Haytham committed a rather unforgivable offense to Jameel back in the old country. Without giving anything away, his crime could fit the very definition of brutality. Jameel won’t let Haytham away unscahthed; every strangle, leg snap, and cigarette burn is (at least to him) righteous fury. To us, though, it’s pure cruelty, speaking to the barbaric depths of which we are all capable.

Director Bruce McCarty keeps the play close and threatening, never allowing the audience to rest easy, or know what’s next to come. Nakil’s Haytham is a calm and cuddly contrast to Kabier’s intense, sporadic Jameel. The two men have the chemistry of an estranged father and son; currents of hate, love, and respect darting back and forth between them.

The biggest problem with Shesh Yak is in the pacing. Haytham and Jameel spend an awful lot of time on stories and semantics, so much so it’s hard to determine which expository tales are relevant to the two men and which ones aren’t. Even with such a brief running time, the lengthy diatribes can make the play feel sluggish. But what Shesh Yak does deliver are two beautifully broken characters. It’s rare to see a play in which the torturer and victim garner equal amounts of sympathy, but the history described in the play puts both men on trial.
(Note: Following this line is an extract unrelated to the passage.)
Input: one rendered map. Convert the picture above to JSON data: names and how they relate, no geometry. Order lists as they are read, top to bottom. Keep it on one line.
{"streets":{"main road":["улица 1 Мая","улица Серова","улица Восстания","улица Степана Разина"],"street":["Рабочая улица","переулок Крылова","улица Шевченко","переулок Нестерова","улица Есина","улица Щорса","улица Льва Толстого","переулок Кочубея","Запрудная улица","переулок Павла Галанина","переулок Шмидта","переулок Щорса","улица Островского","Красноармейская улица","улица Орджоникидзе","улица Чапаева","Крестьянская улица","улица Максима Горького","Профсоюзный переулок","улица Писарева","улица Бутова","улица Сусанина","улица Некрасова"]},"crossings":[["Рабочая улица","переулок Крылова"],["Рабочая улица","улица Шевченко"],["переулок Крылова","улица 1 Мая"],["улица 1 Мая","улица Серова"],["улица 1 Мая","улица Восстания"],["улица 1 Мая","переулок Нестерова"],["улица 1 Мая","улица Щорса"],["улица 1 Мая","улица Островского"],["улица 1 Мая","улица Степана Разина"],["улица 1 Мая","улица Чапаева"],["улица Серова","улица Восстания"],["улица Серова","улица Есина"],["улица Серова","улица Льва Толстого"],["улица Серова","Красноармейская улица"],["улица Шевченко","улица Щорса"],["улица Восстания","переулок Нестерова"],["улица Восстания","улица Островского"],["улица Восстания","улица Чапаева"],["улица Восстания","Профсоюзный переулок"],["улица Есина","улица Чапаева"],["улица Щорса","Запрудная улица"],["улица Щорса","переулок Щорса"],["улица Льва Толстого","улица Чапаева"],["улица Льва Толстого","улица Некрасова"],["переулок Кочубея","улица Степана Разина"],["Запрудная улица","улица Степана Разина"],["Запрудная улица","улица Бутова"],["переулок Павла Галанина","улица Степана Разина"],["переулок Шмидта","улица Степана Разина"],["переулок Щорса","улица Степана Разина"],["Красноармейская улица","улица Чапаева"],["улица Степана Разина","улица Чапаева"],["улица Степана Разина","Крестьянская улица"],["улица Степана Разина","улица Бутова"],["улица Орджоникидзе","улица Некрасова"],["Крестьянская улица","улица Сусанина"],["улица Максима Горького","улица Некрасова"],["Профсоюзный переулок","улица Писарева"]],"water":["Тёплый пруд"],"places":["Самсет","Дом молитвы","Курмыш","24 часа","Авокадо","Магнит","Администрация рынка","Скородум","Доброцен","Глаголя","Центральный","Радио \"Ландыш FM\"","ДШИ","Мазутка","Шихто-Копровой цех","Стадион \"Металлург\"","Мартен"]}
Although a strictly Syrian discussion, vestiges of any sectarian conflict can be seen in Shesh Yak, from Israel to Iraq to Ireland. The circle of eye-for-an-eye will continue, posits Nakil, unless we have the courage to break the cycle and forgive. Until then, there’s only crying mothers and innocent blood spilled in the crossfire. Shesh Yak is the sort of play that’s difficult to watch but must to be seen, as it defies us all to break the never-ending cycle.